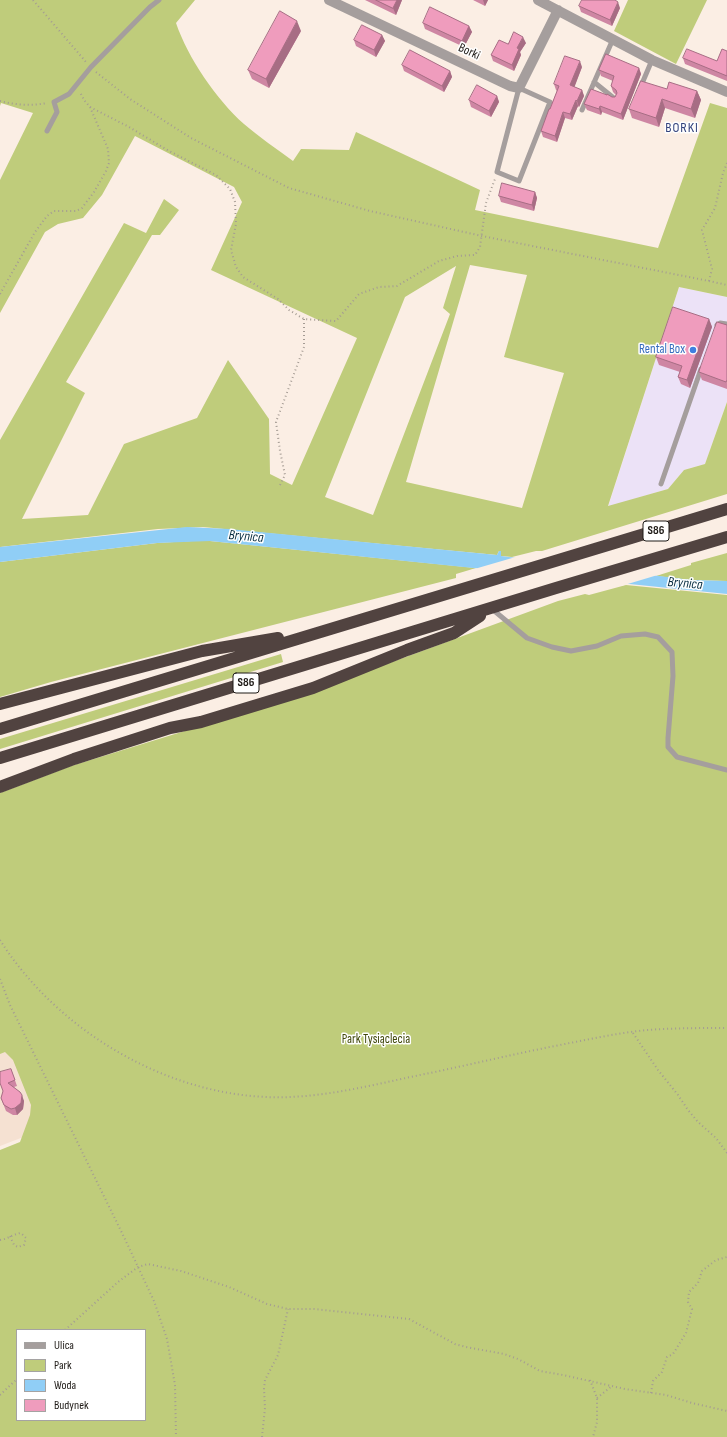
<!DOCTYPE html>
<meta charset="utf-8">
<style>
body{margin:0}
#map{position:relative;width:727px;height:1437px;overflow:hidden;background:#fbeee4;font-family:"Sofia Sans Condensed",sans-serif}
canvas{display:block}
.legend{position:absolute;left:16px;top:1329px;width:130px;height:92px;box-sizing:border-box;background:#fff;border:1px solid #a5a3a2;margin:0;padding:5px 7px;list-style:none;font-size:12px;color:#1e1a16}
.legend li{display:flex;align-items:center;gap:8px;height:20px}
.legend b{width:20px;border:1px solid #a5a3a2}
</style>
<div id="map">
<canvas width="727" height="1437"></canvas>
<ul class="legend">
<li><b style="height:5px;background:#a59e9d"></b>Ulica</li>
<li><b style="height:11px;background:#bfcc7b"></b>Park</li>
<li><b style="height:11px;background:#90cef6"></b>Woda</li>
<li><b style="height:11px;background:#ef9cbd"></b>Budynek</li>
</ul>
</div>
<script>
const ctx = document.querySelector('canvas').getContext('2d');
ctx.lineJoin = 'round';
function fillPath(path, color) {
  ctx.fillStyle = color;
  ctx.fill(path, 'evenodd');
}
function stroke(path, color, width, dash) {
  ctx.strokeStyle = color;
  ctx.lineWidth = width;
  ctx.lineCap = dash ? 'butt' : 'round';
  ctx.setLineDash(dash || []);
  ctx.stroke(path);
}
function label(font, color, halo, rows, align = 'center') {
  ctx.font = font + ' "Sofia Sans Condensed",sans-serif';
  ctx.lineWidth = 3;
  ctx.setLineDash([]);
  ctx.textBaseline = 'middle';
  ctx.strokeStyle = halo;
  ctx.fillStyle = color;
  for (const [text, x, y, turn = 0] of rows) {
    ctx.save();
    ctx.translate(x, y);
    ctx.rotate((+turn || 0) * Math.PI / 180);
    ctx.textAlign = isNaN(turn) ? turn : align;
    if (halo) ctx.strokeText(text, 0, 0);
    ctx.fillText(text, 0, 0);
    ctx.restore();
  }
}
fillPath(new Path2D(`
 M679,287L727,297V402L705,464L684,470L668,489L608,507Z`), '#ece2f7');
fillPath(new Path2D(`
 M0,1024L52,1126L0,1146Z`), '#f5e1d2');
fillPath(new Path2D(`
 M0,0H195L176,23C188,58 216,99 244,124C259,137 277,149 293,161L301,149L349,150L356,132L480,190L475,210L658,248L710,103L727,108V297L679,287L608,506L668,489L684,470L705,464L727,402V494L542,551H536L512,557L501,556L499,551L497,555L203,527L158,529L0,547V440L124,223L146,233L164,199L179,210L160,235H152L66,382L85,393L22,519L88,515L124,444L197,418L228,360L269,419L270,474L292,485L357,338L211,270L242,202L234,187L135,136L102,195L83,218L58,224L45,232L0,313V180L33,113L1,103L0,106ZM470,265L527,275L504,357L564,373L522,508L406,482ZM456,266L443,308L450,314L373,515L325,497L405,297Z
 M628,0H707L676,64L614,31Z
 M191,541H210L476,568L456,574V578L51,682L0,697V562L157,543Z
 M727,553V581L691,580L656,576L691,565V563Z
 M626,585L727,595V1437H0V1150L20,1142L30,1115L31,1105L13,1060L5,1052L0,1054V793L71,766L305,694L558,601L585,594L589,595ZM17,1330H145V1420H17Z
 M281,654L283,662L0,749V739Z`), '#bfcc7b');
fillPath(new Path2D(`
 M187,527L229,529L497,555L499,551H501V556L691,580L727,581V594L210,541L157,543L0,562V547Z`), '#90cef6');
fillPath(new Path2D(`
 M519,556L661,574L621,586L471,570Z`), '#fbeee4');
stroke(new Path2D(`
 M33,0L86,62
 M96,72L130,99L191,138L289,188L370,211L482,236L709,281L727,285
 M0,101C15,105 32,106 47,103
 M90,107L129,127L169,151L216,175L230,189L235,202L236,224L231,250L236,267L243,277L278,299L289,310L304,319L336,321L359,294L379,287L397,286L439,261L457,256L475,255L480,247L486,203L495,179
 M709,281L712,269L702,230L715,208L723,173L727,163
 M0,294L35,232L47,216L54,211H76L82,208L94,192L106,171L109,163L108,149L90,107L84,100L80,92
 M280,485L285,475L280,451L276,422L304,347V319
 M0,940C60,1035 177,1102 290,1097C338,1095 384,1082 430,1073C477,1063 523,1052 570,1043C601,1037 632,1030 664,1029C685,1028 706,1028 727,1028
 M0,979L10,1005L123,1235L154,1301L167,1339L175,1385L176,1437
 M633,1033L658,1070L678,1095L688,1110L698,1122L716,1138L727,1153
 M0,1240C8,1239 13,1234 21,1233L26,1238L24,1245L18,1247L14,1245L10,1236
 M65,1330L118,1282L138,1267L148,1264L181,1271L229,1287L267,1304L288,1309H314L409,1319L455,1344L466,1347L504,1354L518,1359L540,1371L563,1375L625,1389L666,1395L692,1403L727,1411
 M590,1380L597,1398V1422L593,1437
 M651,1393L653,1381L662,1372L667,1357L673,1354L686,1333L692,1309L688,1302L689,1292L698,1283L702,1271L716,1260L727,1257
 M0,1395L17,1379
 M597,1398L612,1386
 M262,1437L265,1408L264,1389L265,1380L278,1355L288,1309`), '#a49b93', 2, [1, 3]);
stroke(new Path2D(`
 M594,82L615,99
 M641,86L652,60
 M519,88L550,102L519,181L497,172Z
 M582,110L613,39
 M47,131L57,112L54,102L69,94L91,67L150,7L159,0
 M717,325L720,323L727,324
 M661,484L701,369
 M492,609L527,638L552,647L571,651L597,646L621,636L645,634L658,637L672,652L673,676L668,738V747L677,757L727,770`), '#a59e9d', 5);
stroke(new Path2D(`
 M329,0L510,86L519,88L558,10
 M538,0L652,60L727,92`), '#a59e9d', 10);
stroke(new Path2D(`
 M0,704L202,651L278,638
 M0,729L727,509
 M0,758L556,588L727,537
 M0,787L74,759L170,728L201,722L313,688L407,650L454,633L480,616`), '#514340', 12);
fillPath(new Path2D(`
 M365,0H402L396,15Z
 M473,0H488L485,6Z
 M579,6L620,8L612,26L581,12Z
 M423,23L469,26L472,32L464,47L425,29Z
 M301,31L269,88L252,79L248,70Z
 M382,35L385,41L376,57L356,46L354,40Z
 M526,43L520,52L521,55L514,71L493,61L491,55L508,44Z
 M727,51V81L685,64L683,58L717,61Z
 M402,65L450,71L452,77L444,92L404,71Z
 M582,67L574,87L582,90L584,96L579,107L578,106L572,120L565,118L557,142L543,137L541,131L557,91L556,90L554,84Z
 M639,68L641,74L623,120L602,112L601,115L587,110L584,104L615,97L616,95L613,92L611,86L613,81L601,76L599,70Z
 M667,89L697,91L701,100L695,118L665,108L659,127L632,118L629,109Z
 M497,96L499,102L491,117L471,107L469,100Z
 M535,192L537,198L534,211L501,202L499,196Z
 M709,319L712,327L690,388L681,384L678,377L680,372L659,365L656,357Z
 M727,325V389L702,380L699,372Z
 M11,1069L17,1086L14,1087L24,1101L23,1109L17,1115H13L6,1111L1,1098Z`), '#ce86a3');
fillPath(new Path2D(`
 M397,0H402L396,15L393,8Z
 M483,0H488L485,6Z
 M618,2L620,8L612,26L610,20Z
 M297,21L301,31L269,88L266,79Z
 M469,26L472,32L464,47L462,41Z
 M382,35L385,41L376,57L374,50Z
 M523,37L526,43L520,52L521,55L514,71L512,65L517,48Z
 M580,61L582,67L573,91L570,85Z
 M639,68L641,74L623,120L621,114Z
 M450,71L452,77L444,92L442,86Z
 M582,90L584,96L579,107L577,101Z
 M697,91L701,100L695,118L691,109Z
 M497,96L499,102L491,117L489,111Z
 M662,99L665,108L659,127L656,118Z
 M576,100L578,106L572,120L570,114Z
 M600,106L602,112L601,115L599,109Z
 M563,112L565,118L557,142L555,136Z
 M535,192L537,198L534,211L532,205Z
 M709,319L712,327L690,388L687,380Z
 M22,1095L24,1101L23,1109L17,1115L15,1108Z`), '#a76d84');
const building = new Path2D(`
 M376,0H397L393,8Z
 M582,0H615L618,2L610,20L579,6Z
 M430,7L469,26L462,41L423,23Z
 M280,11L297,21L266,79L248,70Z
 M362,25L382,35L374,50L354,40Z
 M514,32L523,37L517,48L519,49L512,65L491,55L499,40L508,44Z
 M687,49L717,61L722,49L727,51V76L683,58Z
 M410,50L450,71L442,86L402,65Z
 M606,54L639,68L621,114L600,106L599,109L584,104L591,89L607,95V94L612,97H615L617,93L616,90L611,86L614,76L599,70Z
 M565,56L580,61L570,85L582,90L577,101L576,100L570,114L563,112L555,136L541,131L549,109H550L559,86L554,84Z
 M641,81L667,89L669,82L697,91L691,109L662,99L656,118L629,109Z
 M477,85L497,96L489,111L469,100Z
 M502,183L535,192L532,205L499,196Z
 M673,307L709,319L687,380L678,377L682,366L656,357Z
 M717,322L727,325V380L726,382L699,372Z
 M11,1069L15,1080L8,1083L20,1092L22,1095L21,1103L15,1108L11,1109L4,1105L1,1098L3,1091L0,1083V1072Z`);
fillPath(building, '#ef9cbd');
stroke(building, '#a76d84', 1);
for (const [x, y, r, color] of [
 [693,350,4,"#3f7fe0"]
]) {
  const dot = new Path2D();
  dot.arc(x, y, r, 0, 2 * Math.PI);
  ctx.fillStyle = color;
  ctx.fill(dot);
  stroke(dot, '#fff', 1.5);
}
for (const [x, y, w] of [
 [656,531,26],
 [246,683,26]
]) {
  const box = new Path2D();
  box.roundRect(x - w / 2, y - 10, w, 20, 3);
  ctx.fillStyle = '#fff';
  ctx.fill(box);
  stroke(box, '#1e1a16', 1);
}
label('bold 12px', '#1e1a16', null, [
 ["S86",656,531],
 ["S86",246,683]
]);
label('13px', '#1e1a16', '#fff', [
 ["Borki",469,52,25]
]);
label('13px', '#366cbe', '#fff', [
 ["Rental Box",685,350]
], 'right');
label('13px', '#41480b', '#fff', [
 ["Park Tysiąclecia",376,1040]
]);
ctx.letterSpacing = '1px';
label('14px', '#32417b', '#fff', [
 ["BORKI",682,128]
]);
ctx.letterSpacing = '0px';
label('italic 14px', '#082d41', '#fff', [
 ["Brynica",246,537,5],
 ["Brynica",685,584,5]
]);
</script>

....

* **Directions for this task**
Copy word for word each line of the data above, from the first through the one containing "function stroke(path, color, width, dash)", and include no pictures.

* **The completed task**
<!DOCTYPE html>
<meta charset="utf-8">
<style>
body{margin:0}
#map{position:relative;width:727px;height:1437px;overflow:hidden;background:#fbeee4;font-family:"Sofia Sans Condensed",sans-serif}
canvas{display:block}
.legend{position:absolute;left:16px;top:1329px;width:130px;height:92px;box-sizing:border-box;background:#fff;border:1px solid #a5a3a2;margin:0;padding:5px 7px;list-style:none;font-size:12px;color:#1e1a16}
.legend li{display:flex;align-items:center;gap:8px;height:20px}
.legend b{width:20px;border:1px solid #a5a3a2}
</style>
<div id="map">
<canvas width="727" height="1437"></canvas>
<ul class="legend">
<li><b style="height:5px;background:#a59e9d"></b>Ulica</li>
<li><b style="height:11px;background:#bfcc7b"></b>Park</li>
<li><b style="height:11px;background:#90cef6"></b>Woda</li>
<li><b style="height:11px;background:#ef9cbd"></b>Budynek</li>
</ul>
</div>
<script>
const ctx = document.querySelector('canvas').getContext('2d');
ctx.lineJoin = 'round';
function fillPath(path, color) {
  ctx.fillStyle = color;
  ctx.fill(path, 'evenodd');
}
function stroke(path, color, width, dash) {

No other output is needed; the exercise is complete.